### Problem statement
Go through the listing that follows and report the number of lines with the string "this" in them, nothing more.

### Exercise material
##########

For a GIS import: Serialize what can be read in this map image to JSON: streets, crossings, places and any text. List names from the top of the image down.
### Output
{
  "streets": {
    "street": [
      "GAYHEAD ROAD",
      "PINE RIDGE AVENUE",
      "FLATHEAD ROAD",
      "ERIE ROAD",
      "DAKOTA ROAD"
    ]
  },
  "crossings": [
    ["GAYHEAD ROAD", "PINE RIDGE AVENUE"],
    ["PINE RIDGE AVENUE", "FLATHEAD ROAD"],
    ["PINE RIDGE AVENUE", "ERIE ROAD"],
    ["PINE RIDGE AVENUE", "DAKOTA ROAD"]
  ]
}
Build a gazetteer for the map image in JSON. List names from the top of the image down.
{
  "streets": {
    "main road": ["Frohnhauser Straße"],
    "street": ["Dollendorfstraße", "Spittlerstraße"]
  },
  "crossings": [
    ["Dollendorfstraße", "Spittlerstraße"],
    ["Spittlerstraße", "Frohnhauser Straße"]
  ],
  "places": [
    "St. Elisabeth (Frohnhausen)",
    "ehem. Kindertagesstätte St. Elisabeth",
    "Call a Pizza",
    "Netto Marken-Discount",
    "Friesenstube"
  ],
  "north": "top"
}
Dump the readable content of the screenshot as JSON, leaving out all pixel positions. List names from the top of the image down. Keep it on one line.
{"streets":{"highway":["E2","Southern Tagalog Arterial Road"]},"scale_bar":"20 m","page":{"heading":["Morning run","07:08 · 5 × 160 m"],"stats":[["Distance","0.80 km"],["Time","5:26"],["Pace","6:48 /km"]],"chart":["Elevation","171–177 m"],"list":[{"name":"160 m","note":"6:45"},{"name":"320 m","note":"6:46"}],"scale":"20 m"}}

##########

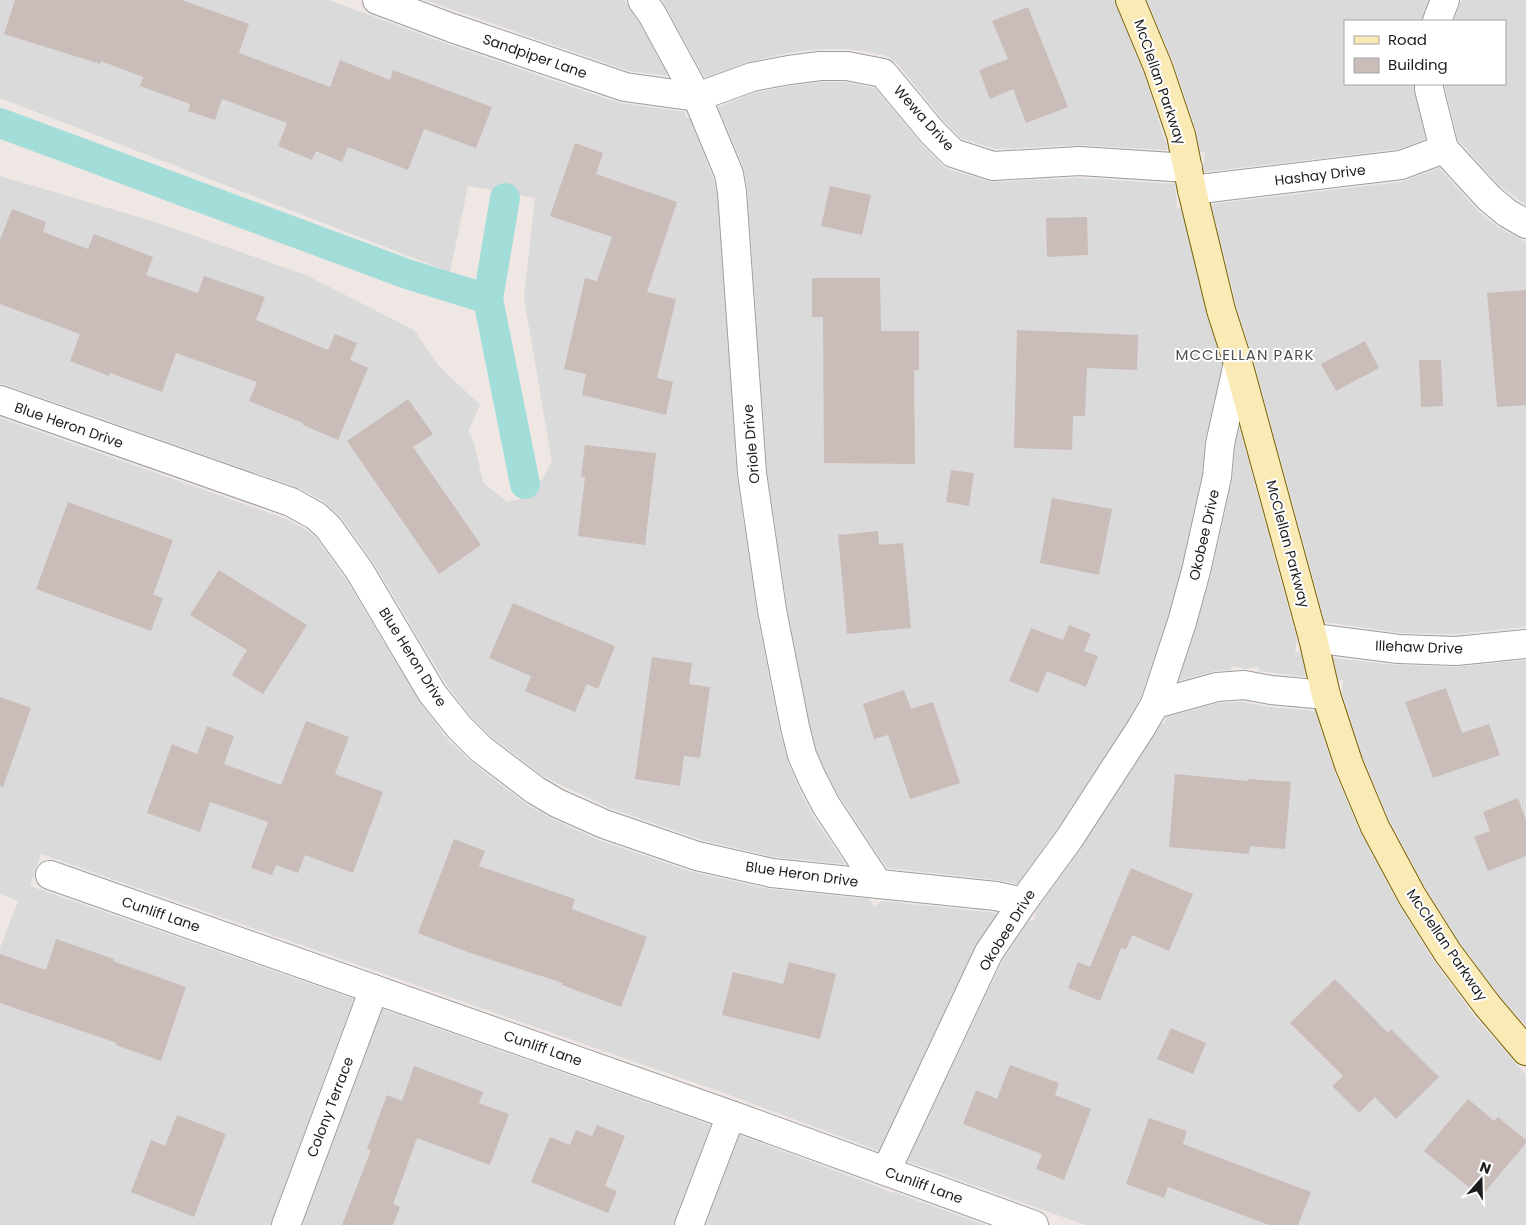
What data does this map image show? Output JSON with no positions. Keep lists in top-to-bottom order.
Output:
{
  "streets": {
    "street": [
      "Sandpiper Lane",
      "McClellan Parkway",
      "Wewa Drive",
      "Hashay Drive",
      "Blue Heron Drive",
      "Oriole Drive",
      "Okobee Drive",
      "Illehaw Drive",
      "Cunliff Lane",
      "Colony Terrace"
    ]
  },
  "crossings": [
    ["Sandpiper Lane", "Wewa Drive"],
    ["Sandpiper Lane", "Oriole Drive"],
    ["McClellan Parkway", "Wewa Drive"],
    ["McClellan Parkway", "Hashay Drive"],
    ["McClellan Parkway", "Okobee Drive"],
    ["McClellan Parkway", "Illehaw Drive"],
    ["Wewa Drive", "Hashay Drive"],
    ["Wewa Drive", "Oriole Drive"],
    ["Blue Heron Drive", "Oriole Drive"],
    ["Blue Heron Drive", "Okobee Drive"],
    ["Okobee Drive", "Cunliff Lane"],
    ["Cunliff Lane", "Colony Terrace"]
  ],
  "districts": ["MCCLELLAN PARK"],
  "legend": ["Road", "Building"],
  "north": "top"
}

##########

### Written solution
2